(Recorded data)

=== Begin Enclosure ===

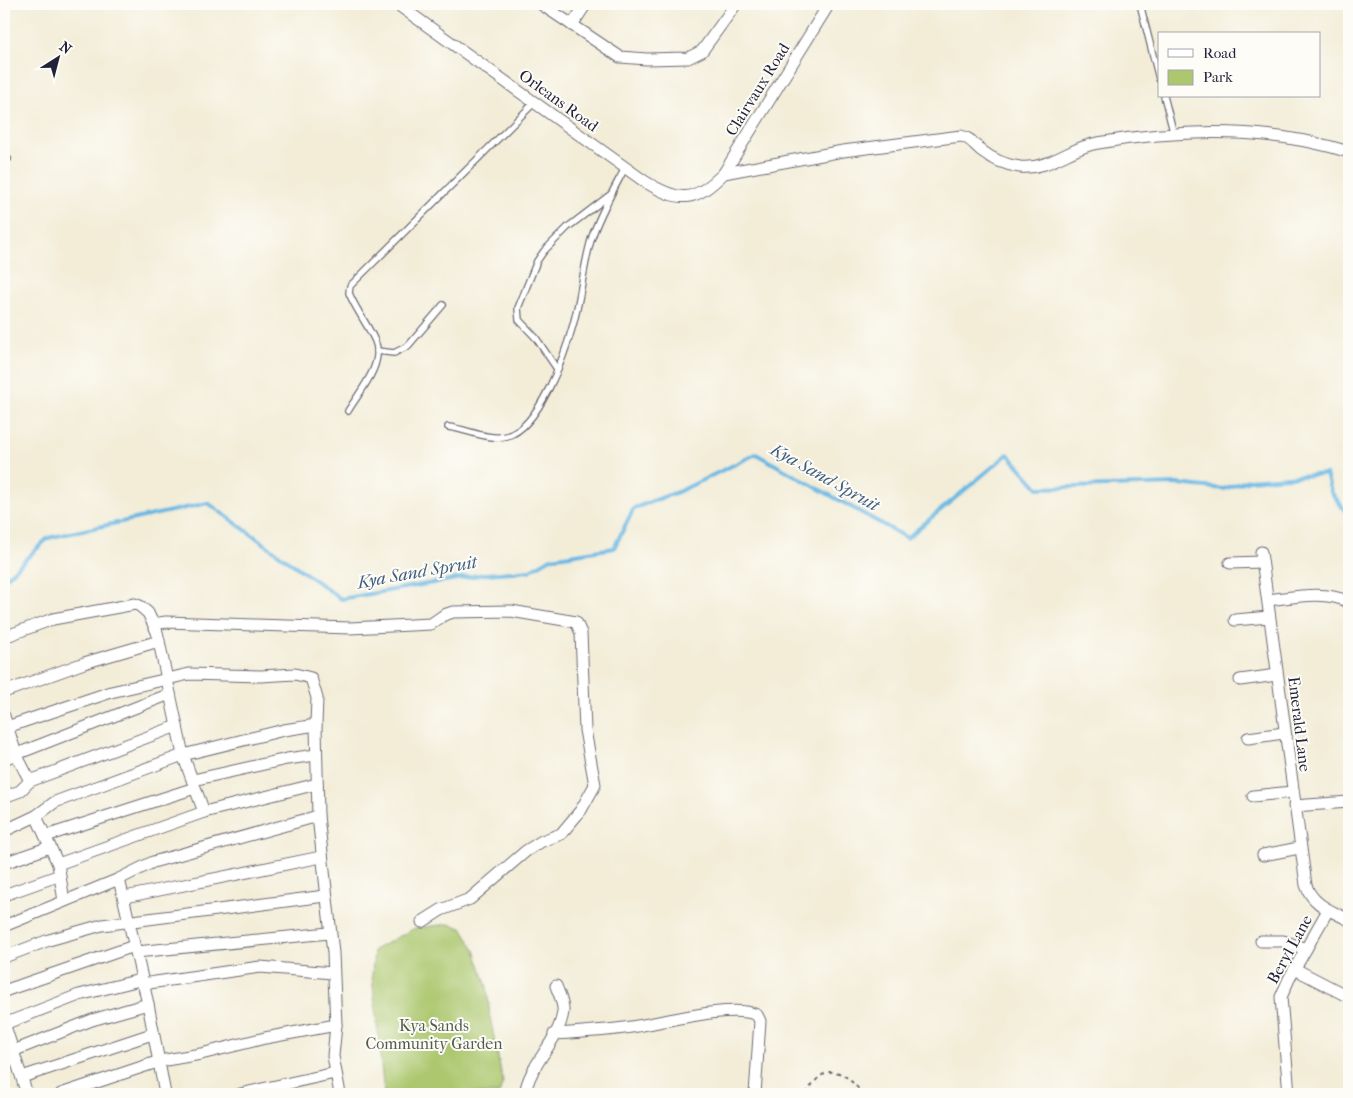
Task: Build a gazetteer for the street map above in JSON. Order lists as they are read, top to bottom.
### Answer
{
  "streets": {
    "street": [
      "Clairvaux Road",
      "Orleans Road",
      "Emerald Lane",
      "Beryl Lane"
    ]
  },
  "crossings": [
    ["Clairvaux Road", "Orleans Road"],
    ["Emerald Lane", "Beryl Lane"]
  ],
  "water": ["Kya Sand Spruit"],
  "parks": ["Kya Sands Community Garden"],
  "legend": ["Road", "Park"],
  "north": "top right"
}
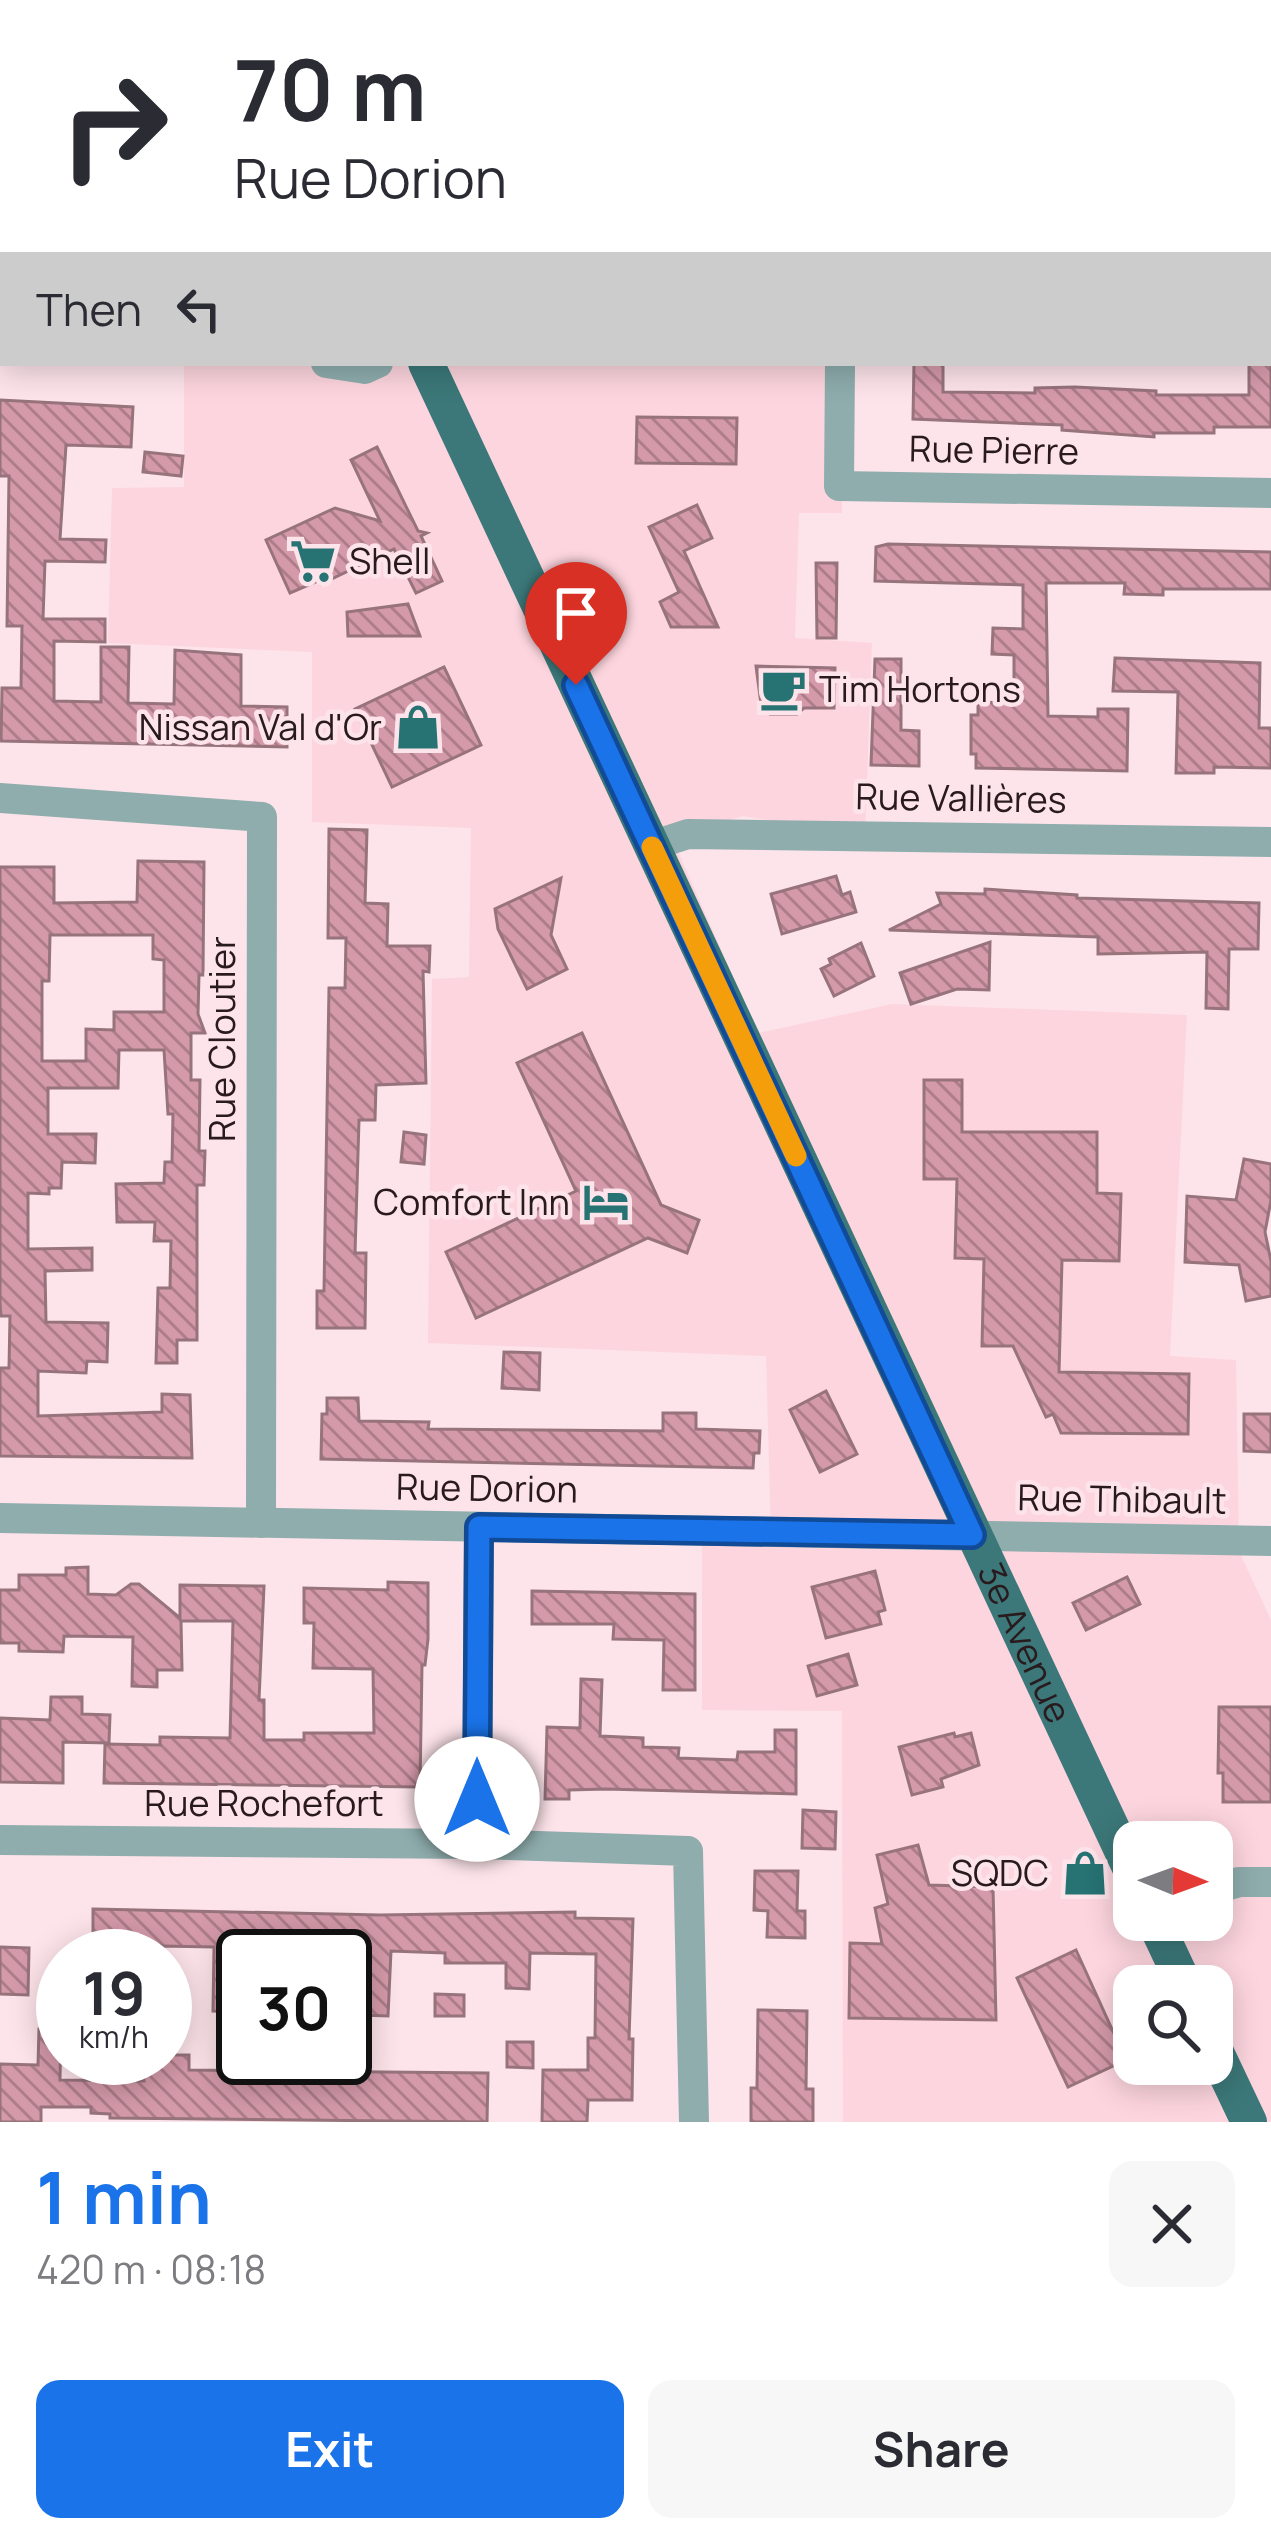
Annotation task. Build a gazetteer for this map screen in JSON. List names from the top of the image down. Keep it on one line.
{"streets":{"main road":["3e Avenue"],"street":["Rue Pierre","Rue Vallières","Rue Cloutier","Rue Dorion","Rue Thibault","Rue Rochefort"]},"crossings":[["Rue Vallières","3e Avenue"],["Rue Cloutier","Rue Dorion"],["Rue Dorion","Rue Thibault"],["Rue Dorion","3e Avenue"],["Rue Thibault","3e Avenue"]],"places":{"supermarket":["Shell"],"cafe":["Tim Hortons"],"shop":["Nissan Val d'Or","SQDC"],"hotel":["Comfort Inn"]},"north":"right","page":{"turn":["70 m","Rue Dorion"],"then":"Then","speed":"19 km/h","limit":"30","heading":["1 min","420 m · 08:18"],"buttons":["Exit","Share"]}}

=== End Enclosure ===

What is being asked: Every line above should be duplicated exactly; the pictures are to be left out.

Task output:
Task: Build a gazetteer for the street map above in JSON. Order lists as they are read, top to bottom.
### Answer
{
  "streets": {
    "street": [
      "Clairvaux Road",
      "Orleans Road",
      "Emerald Lane",
      "Beryl Lane"
    ]
  },
  "crossings": [
    ["Clairvaux Road", "Orleans Road"],
    ["Emerald Lane", "Beryl Lane"]
  ],
  "water": ["Kya Sand Spruit"],
  "parks": ["Kya Sands Community Garden"],
  "legend": ["Road", "Park"],
  "north": "top right"
}
Annotation task. Build a gazetteer for this map screen in JSON. List names from the top of the image down. Keep it on one line.
{"streets":{"main road":["3e Avenue"],"street":["Rue Pierre","Rue Vallières","Rue Cloutier","Rue Dorion","Rue Thibault","Rue Rochefort"]},"crossings":[["Rue Vallières","3e Avenue"],["Rue Cloutier","Rue Dorion"],["Rue Dorion","Rue Thibault"],["Rue Dorion","3e Avenue"],["Rue Thibault","3e Avenue"]],"places":{"supermarket":["Shell"],"cafe":["Tim Hortons"],"shop":["Nissan Val d'Or","SQDC"],"hotel":["Comfort Inn"]},"north":"right","page":{"turn":["70 m","Rue Dorion"],"then":"Then","speed":"19 km/h","limit":"30","heading":["1 min","420 m · 08:18"],"buttons":["Exit","Share"]}}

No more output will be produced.